Paul, who works with Lee, Richard and Suki in both the Comedy Store Players and Paul Merton’s Impro Chums, loved rehearsing for the show.

“It’s great to have no rehearsals, lighting design or costume fittings. Of course, it’s fantastic not to have to learn any lines.

“We go to Edinburgh every year with no preparation apart from turning up sober! Sometimes we have to borrow a pen and paper from the barman to write down the order of the improv games.”

But Out of My Head is a great opportunity to refine material.

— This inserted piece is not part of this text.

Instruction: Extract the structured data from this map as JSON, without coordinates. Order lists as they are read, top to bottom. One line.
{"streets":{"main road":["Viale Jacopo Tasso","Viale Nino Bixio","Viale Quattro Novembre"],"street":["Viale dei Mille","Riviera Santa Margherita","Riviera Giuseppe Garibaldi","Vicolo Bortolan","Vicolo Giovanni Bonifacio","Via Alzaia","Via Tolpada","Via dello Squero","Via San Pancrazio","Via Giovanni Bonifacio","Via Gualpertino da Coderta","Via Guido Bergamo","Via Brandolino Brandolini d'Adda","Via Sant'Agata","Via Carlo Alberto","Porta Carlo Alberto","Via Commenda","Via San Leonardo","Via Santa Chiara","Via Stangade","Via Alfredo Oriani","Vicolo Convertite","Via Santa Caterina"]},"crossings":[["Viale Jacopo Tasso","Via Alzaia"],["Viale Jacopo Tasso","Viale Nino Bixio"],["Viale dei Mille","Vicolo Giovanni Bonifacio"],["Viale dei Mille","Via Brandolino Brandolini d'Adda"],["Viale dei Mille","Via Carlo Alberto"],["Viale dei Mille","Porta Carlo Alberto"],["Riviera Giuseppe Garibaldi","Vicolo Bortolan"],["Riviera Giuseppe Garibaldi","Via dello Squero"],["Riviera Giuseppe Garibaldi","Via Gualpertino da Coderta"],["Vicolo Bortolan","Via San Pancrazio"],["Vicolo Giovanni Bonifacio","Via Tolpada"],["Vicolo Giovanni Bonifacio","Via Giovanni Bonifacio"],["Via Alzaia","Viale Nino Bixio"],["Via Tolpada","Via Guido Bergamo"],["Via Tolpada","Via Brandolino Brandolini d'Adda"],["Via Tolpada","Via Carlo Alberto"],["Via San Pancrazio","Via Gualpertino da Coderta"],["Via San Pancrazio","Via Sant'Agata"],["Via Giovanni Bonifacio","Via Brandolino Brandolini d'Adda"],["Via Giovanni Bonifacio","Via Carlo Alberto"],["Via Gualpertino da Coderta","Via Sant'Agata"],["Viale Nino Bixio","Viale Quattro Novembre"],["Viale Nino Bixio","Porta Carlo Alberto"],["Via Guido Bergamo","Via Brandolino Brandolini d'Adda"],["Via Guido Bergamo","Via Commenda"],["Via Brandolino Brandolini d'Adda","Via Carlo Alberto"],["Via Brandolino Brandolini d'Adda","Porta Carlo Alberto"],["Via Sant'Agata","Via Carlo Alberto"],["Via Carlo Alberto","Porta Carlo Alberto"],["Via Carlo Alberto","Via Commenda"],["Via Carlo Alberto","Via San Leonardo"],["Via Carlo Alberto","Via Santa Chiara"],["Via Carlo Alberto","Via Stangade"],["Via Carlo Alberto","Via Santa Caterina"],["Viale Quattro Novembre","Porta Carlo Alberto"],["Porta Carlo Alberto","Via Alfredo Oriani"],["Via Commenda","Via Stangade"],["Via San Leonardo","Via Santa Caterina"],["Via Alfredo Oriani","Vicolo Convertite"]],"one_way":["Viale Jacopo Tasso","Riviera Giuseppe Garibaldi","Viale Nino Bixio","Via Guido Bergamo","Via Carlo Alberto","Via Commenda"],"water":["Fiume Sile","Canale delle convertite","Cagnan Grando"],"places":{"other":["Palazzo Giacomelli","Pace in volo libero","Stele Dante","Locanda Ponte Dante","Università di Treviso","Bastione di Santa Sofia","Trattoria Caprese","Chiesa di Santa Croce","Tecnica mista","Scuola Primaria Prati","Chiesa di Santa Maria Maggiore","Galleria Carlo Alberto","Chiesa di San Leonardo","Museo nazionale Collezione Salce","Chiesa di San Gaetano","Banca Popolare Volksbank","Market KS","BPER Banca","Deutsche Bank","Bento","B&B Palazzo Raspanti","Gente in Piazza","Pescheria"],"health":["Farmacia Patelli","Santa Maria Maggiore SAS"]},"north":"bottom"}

“Here you get the chance to create a show over a sustained period of rehearsal – and that’s wonderful. This is about the art of creation over a good while rather merely saying the first thing that comes into your head. We have the opportunity and the time to fit together all the pieces of the jigsaw puzzle and throw out lines that will never be said again.”

Audiences can look forward to stand-up, sketches, music, magic, variety and dancing girls; although two of them aren’t girls.

“It’s about taking the plunge and devising a show that is fully scripted. It has interaction with the audience and a few things that will startle people,” says the comedian, who also enjoyed a highly successful second career as a travel documentary presenter on such memorable series as Paul Merton in China, Paul Merton in India, Paul Merton in Europe and Paul Merton’s Adventures.

“Working on a tour that starts off as a mere jotting on the back of a fag packet and develops into a spectacular show is a sheer joy!”

Paul relishes his connection with a live audience.

“It’s so inspiring. You just ride the wave of laughter; then you might come up with something equally funny. Ralph Richardson used to talk about pushing a huge ball up a hill to the point where it suddenly gains momentum and starts rolling down the other side. That’s what live comedy is like. The only snag is you have to do it while trying to look completely relaxed.”

His Comedy Store Players shows feed into everything else, says Paul.

“When Have I Got News For You comes around I don’t think ‘oh no, I’m a bit rusty’. Doing The Comedy Store Players every Sunday, you’re match fit all the time.

“It’s a performance muscle. If it’s not getting flexed, it gets flabby. That’s why people who haven’t been onstage for a while struggle when they go back to the theatre because it’s a completely different discipline.”

That doesn’t mean he’ll be leaving the hit BBC show, which started its 43rd series this month, any time soon.

“It’s been great. The first programme of the new series got 5.7million viewers; that’s an astonishing figure for a show that’s been running this long.

“If a new show opened up with those figures it would be hailed as the TV sensation of the moment, so it’s great to still draw that loyalty from an audience that obviously really love the show. In a way it’s humbling to be part of it.

Paul Merton Out of my head is at the Ipswich Regent this Monday.